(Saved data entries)
-----

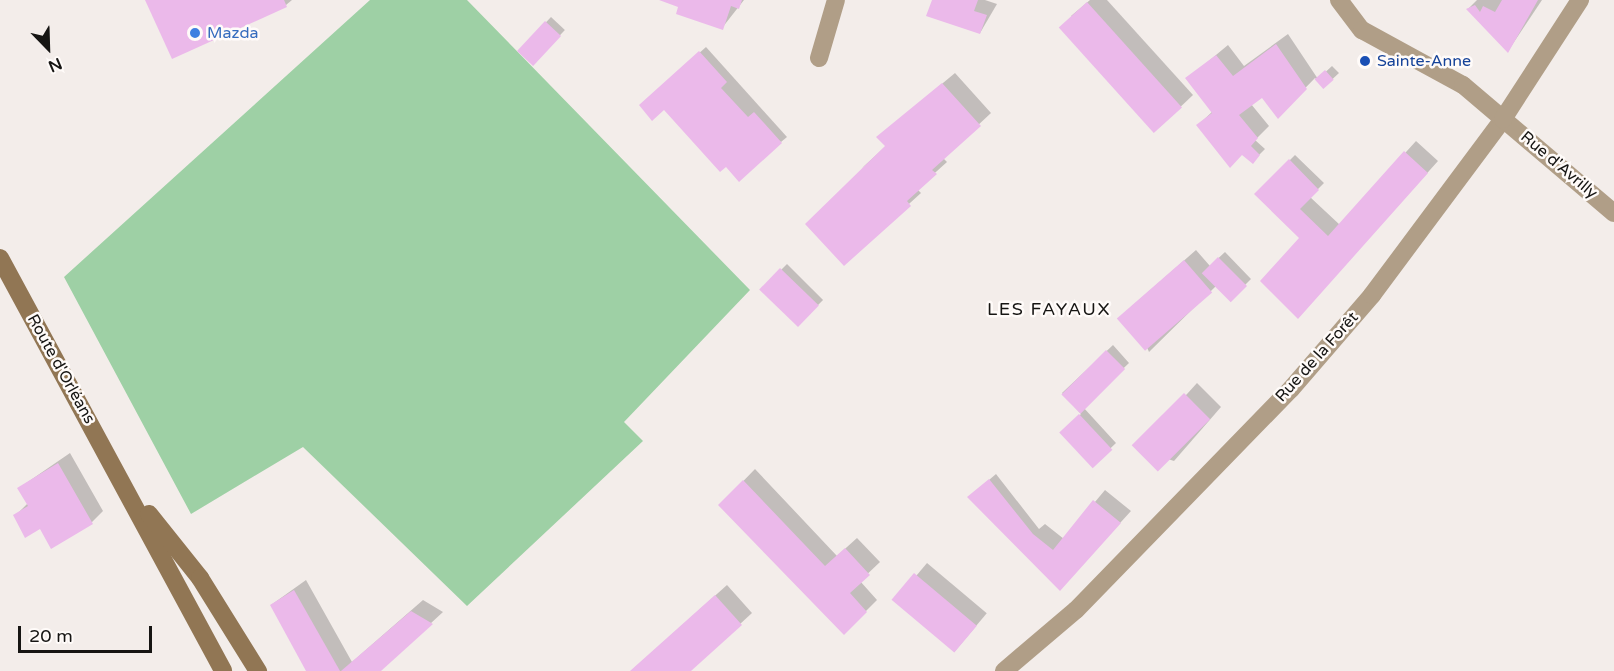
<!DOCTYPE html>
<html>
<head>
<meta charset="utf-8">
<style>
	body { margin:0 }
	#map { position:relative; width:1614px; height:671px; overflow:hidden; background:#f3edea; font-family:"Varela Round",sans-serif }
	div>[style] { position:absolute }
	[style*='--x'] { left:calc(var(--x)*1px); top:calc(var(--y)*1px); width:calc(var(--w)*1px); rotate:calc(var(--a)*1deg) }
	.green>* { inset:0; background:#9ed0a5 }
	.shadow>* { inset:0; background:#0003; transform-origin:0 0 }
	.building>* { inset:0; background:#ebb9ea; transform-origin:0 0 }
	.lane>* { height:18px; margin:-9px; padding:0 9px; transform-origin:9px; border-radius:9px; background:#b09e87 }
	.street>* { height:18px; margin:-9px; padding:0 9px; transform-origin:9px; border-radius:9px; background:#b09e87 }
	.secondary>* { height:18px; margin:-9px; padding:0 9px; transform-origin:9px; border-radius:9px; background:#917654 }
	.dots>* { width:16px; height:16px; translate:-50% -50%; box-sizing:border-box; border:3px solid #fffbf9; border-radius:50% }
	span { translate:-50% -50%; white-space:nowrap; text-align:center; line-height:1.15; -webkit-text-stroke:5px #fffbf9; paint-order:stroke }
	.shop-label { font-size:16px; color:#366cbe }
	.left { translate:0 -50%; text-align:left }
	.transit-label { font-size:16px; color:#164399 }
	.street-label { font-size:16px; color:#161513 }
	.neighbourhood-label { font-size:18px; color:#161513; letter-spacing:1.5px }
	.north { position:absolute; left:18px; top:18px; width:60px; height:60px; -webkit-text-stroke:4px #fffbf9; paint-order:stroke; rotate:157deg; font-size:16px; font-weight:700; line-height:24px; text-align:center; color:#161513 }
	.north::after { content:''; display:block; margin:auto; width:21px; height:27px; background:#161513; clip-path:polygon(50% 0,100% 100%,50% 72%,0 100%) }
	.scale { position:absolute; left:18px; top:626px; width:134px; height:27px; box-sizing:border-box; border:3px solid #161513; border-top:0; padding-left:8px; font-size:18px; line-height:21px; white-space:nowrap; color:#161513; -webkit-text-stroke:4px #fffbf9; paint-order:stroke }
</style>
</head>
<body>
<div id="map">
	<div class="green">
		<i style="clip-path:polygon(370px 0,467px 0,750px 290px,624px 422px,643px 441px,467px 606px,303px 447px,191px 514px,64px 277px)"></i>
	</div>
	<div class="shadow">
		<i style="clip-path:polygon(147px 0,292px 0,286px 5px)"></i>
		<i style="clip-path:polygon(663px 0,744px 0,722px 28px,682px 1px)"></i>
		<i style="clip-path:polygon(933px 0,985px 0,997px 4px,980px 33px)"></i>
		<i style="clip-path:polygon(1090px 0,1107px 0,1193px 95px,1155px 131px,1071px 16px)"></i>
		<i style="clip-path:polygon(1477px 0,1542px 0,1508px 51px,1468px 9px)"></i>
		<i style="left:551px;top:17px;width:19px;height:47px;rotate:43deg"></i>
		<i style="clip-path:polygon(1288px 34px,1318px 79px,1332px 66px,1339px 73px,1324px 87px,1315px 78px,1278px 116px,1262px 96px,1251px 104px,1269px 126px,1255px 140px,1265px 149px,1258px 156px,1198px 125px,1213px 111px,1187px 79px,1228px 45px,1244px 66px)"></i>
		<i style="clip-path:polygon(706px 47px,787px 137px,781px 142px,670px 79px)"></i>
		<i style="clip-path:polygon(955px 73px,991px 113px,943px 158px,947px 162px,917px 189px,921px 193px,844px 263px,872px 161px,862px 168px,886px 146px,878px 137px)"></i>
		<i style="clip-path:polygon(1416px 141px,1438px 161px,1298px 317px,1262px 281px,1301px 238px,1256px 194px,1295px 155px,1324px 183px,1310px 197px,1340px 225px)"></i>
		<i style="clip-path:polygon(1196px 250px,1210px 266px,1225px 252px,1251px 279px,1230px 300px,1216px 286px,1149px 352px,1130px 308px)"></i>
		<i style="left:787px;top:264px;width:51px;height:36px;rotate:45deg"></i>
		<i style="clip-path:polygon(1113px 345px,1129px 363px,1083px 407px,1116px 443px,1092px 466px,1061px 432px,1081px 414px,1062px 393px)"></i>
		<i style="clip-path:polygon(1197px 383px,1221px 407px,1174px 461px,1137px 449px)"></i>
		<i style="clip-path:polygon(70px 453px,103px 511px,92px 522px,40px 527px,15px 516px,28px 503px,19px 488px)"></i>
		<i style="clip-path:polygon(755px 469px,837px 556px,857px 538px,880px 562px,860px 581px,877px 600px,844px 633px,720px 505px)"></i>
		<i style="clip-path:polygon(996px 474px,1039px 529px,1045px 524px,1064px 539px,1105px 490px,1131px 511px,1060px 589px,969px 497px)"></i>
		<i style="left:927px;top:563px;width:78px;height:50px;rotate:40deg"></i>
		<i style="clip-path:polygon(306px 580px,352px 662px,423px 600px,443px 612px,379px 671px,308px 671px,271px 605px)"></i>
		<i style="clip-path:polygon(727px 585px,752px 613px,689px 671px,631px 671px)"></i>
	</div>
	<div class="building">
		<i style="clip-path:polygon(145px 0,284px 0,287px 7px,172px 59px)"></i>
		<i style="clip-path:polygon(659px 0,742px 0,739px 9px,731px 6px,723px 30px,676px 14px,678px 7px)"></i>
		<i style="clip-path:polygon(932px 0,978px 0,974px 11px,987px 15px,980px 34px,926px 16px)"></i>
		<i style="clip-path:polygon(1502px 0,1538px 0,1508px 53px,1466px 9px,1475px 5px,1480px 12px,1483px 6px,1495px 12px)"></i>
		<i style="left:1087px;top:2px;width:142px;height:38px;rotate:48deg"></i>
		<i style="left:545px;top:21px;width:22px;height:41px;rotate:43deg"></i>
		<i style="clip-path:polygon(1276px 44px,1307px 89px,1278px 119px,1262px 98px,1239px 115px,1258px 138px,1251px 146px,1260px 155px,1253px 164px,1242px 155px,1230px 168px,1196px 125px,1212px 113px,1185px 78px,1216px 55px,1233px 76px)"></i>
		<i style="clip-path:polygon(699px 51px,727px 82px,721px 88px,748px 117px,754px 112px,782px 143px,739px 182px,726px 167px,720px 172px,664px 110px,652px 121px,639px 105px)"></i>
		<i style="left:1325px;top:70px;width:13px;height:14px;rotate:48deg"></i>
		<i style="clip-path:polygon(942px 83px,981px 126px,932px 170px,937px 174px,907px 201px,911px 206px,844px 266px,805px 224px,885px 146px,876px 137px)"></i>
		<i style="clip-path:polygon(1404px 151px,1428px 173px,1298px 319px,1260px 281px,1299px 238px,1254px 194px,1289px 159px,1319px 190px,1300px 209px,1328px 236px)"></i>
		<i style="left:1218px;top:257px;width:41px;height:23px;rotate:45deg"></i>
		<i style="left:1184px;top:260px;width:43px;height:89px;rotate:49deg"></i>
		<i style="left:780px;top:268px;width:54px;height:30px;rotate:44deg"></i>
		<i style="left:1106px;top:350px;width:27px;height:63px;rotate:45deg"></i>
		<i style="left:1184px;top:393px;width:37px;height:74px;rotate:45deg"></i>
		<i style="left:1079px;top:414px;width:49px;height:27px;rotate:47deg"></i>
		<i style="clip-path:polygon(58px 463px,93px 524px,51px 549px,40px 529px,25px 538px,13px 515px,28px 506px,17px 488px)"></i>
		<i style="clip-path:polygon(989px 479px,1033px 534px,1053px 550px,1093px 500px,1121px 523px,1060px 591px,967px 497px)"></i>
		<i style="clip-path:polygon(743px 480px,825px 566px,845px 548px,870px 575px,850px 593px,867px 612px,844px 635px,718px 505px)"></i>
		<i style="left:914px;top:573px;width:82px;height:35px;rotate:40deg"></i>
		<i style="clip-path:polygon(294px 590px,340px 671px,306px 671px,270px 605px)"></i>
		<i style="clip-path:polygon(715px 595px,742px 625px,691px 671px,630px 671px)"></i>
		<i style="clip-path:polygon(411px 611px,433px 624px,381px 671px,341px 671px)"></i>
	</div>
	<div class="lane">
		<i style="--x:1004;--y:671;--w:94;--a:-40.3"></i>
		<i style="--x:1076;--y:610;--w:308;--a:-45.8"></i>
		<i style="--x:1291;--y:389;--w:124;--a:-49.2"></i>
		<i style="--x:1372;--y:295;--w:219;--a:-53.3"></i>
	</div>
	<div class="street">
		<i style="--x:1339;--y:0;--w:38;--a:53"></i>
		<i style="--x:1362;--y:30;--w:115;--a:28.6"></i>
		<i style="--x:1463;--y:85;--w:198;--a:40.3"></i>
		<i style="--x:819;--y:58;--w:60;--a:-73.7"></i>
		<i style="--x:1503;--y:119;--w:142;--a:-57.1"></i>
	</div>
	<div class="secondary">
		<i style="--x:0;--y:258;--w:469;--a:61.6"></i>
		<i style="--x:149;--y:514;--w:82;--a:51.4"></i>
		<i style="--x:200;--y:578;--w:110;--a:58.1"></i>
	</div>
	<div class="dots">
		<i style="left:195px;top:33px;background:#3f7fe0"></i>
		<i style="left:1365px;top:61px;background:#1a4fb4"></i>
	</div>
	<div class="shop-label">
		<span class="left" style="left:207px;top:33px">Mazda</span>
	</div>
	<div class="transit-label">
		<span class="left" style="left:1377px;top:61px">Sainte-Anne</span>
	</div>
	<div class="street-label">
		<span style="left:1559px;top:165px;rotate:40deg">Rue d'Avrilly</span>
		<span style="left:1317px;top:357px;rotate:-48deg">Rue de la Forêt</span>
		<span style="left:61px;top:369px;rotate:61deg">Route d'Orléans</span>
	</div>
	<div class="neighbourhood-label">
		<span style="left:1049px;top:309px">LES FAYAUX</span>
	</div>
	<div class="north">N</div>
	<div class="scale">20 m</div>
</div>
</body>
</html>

-----

● **Task directions**: All lines from the start of the entries above through the line containing "translate:-50% -50%; white-space:nowrap;" are to be given again exactly; the pictures are not.

● **Exercise answer**:
<!DOCTYPE html>
<html>
<head>
<meta charset="utf-8">
<style>
	body { margin:0 }
	#map { position:relative; width:1614px; height:671px; overflow:hidden; background:#f3edea; font-family:"Varela Round",sans-serif }
	div>[style] { position:absolute }
	[style*='--x'] { left:calc(var(--x)*1px); top:calc(var(--y)*1px); width:calc(var(--w)*1px); rotate:calc(var(--a)*1deg) }
	.green>* { inset:0; background:#9ed0a5 }
	.shadow>* { inset:0; background:#0003; transform-origin:0 0 }
	.building>* { inset:0; background:#ebb9ea; transform-origin:0 0 }
	.lane>* { height:18px; margin:-9px; padding:0 9px; transform-origin:9px; border-radius:9px; background:#b09e87 }
	.street>* { height:18px; margin:-9px; padding:0 9px; transform-origin:9px; border-radius:9px; background:#b09e87 }
	.secondary>* { height:18px; margin:-9px; padding:0 9px; transform-origin:9px; border-radius:9px; background:#917654 }
	.dots>* { width:16px; height:16px; translate:-50% -50%; box-sizing:border-box; border:3px solid #fffbf9; border-radius:50% }
	span { translate:-50% -50%; white-space:nowrap; text-align:center; line-height:1.15; -webkit-text-stroke:5px #fffbf9; paint-order:stroke }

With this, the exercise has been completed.